:: Recorded data ::

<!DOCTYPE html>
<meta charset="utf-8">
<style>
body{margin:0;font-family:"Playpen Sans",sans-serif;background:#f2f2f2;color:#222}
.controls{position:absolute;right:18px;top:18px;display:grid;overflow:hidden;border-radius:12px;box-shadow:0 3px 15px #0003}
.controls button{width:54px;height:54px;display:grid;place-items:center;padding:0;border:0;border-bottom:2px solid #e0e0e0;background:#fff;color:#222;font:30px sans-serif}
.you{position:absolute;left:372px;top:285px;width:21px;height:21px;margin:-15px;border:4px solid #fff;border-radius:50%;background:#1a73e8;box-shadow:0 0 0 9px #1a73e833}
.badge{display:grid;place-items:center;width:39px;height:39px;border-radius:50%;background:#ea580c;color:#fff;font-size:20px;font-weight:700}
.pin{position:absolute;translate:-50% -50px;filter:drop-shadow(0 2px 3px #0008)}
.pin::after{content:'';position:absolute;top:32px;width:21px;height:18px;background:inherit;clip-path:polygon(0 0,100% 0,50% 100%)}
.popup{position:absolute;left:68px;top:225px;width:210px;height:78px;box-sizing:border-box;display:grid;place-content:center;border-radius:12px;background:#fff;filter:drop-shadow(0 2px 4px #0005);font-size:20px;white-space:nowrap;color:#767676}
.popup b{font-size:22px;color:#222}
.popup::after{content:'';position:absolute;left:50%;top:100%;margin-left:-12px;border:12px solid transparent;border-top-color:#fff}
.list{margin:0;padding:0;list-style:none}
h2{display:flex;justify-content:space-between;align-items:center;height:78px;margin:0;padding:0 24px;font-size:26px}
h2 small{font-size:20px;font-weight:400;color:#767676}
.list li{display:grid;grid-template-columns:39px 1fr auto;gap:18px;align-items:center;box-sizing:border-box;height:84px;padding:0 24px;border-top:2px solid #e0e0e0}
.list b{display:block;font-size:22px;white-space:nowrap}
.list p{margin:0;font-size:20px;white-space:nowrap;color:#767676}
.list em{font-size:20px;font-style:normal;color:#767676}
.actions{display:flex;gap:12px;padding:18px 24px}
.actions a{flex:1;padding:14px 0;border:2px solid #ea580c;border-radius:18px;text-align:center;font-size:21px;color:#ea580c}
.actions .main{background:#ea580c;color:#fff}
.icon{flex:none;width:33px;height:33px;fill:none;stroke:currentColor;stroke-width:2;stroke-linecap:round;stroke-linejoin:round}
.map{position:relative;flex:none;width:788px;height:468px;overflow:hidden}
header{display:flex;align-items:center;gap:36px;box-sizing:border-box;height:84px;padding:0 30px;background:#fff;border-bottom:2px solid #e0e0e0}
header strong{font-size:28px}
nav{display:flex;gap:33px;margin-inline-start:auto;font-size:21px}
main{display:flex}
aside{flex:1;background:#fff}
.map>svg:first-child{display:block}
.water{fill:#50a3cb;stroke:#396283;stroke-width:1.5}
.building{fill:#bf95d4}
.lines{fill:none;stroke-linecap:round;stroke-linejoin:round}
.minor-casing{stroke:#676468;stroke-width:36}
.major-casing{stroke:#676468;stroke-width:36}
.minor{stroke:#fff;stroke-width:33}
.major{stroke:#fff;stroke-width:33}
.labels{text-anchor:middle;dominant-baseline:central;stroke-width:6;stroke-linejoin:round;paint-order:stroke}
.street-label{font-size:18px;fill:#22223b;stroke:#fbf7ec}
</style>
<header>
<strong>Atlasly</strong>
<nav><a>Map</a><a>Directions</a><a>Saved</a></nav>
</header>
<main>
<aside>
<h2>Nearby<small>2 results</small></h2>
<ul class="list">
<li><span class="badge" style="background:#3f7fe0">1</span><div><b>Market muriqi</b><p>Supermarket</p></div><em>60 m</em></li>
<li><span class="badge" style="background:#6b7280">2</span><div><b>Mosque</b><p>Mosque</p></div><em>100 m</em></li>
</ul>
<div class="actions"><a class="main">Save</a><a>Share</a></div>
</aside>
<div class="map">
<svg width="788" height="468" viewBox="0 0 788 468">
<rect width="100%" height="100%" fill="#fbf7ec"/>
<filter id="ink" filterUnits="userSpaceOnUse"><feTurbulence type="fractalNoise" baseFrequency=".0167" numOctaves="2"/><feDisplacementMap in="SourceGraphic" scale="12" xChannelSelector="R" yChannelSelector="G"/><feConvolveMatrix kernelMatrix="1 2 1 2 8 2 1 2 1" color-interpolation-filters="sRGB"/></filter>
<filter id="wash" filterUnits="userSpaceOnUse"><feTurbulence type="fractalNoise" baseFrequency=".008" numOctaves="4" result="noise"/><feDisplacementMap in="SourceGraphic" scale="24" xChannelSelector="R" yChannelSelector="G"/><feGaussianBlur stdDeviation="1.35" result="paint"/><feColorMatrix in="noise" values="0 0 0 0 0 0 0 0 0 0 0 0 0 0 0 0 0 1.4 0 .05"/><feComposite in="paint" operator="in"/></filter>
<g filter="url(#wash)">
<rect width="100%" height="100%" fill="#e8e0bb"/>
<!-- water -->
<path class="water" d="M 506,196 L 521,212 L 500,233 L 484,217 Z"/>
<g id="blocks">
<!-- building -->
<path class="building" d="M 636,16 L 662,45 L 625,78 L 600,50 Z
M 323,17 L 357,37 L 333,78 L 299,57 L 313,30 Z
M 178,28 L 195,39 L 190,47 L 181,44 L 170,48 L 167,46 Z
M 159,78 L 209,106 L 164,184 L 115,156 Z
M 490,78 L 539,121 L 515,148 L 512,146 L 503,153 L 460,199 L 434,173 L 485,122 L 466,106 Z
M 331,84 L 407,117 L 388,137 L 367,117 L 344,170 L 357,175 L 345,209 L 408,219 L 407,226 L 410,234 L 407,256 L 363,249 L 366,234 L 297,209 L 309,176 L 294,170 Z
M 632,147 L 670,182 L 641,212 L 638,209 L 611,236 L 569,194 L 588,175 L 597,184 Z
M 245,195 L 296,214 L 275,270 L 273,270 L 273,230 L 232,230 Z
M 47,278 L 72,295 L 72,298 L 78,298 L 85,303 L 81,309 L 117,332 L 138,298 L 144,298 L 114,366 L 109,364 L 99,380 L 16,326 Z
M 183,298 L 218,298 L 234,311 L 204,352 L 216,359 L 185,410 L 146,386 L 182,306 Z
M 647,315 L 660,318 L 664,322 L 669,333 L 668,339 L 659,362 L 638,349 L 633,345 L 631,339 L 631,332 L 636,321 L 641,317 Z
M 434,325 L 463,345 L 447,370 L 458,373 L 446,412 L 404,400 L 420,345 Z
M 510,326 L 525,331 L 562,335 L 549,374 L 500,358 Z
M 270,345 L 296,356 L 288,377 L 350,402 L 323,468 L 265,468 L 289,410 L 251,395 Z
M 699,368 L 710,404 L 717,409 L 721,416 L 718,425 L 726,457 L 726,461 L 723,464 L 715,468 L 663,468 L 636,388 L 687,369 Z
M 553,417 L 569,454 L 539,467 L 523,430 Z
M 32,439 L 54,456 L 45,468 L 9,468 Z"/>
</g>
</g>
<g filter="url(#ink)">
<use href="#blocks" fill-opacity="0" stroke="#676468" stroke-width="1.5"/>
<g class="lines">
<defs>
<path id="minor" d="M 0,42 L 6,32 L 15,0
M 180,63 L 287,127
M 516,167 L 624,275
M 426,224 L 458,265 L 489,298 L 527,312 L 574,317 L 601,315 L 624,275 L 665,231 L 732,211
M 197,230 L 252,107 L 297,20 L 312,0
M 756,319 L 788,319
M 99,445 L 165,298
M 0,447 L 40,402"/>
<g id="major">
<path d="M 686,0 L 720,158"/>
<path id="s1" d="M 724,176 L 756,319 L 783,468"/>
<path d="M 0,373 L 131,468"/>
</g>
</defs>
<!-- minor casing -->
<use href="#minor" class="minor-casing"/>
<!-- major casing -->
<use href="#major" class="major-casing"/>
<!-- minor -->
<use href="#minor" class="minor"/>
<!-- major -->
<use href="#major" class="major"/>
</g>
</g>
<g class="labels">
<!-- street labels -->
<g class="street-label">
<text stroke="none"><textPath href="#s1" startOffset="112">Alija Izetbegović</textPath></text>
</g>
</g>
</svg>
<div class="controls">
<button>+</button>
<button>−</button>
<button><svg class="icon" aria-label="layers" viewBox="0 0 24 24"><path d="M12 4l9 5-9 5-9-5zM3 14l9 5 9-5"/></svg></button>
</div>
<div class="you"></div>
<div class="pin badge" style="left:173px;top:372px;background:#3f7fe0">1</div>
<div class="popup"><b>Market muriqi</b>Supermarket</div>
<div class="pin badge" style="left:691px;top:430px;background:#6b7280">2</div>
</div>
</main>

:::

Examine each line of the records above and tally those with the string "after". State the total alone.

2